§ The task:
Each record below needs to be written out exactly as it appears.

── Provided data

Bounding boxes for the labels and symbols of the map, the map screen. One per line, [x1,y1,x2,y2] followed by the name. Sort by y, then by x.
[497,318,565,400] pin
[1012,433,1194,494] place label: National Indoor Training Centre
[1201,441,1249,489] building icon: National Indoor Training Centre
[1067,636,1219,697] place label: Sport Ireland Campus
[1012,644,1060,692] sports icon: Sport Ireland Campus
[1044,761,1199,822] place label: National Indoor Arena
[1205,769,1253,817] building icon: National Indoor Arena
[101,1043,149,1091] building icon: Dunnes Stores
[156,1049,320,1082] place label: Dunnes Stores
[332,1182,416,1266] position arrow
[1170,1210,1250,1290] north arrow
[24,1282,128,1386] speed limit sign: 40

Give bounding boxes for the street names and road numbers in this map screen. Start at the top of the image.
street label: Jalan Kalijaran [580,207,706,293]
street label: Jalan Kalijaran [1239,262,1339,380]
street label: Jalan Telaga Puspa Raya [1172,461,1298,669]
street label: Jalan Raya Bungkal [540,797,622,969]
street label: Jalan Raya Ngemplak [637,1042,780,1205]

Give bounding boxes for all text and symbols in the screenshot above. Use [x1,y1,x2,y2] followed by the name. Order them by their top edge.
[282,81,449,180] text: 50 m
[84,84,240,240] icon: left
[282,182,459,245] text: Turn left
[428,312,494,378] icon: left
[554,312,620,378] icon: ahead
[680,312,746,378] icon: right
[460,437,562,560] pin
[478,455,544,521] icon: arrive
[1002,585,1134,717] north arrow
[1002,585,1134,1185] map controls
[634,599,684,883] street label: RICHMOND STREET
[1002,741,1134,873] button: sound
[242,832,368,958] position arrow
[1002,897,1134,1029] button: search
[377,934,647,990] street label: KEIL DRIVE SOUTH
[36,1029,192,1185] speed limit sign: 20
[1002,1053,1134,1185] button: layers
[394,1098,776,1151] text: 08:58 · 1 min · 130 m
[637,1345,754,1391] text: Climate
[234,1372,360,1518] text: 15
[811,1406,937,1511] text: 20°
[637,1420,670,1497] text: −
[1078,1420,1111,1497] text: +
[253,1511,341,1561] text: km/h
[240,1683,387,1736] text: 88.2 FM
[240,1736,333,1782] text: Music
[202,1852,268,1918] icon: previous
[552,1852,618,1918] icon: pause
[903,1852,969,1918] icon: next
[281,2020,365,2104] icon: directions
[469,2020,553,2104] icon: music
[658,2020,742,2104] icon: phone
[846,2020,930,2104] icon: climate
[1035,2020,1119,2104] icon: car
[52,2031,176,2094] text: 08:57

────

§ Exercise output:
Bounding boxes for the labels and symbols of the map, the map screen. One per line, [x1,y1,x2,y2] followed by the name. Sort by y, then by x.
[497,318,565,400] pin
[1012,433,1194,494] place label: National Indoor Training Centre
[1201,441,1249,489] building icon: National Indoor Training Centre
[1067,636,1219,697] place label: Sport Ireland Campus
[1012,644,1060,692] sports icon: Sport Ireland Campus
[1044,761,1199,822] place label: National Indoor Arena
[1205,769,1253,817] building icon: National Indoor Arena
[101,1043,149,1091] building icon: Dunnes Stores
[156,1049,320,1082] place label: Dunnes Stores
[332,1182,416,1266] position arrow
[1170,1210,1250,1290] north arrow
[24,1282,128,1386] speed limit sign: 40

Give bounding boxes for the street names and road numbers in this map screen. Start at the top of the image.
street label: Jalan Kalijaran [580,207,706,293]
street label: Jalan Kalijaran [1239,262,1339,380]
street label: Jalan Telaga Puspa Raya [1172,461,1298,669]
street label: Jalan Raya Bungkal [540,797,622,969]
street label: Jalan Raya Ngemplak [637,1042,780,1205]

Give bounding boxes for all text and symbols in the screenshot above. Use [x1,y1,x2,y2] followed by the name. Order them by their top edge.
[282,81,449,180] text: 50 m
[84,84,240,240] icon: left
[282,182,459,245] text: Turn left
[428,312,494,378] icon: left
[554,312,620,378] icon: ahead
[680,312,746,378] icon: right
[460,437,562,560] pin
[478,455,544,521] icon: arrive
[1002,585,1134,717] north arrow
[1002,585,1134,1185] map controls
[634,599,684,883] street label: RICHMOND STREET
[1002,741,1134,873] button: sound
[242,832,368,958] position arrow
[1002,897,1134,1029] button: search
[377,934,647,990] street label: KEIL DRIVE SOUTH
[36,1029,192,1185] speed limit sign: 20
[1002,1053,1134,1185] button: layers
[394,1098,776,1151] text: 08:58 · 1 min · 130 m
[637,1345,754,1391] text: Climate
[234,1372,360,1518] text: 15
[811,1406,937,1511] text: 20°
[637,1420,670,1497] text: −
[1078,1420,1111,1497] text: +
[253,1511,341,1561] text: km/h
[240,1683,387,1736] text: 88.2 FM
[240,1736,333,1782] text: Music
[202,1852,268,1918] icon: previous
[552,1852,618,1918] icon: pause
[903,1852,969,1918] icon: next
[281,2020,365,2104] icon: directions
[469,2020,553,2104] icon: music
[658,2020,742,2104] icon: phone
[846,2020,930,2104] icon: climate
[1035,2020,1119,2104] icon: car
[52,2031,176,2094] text: 08:57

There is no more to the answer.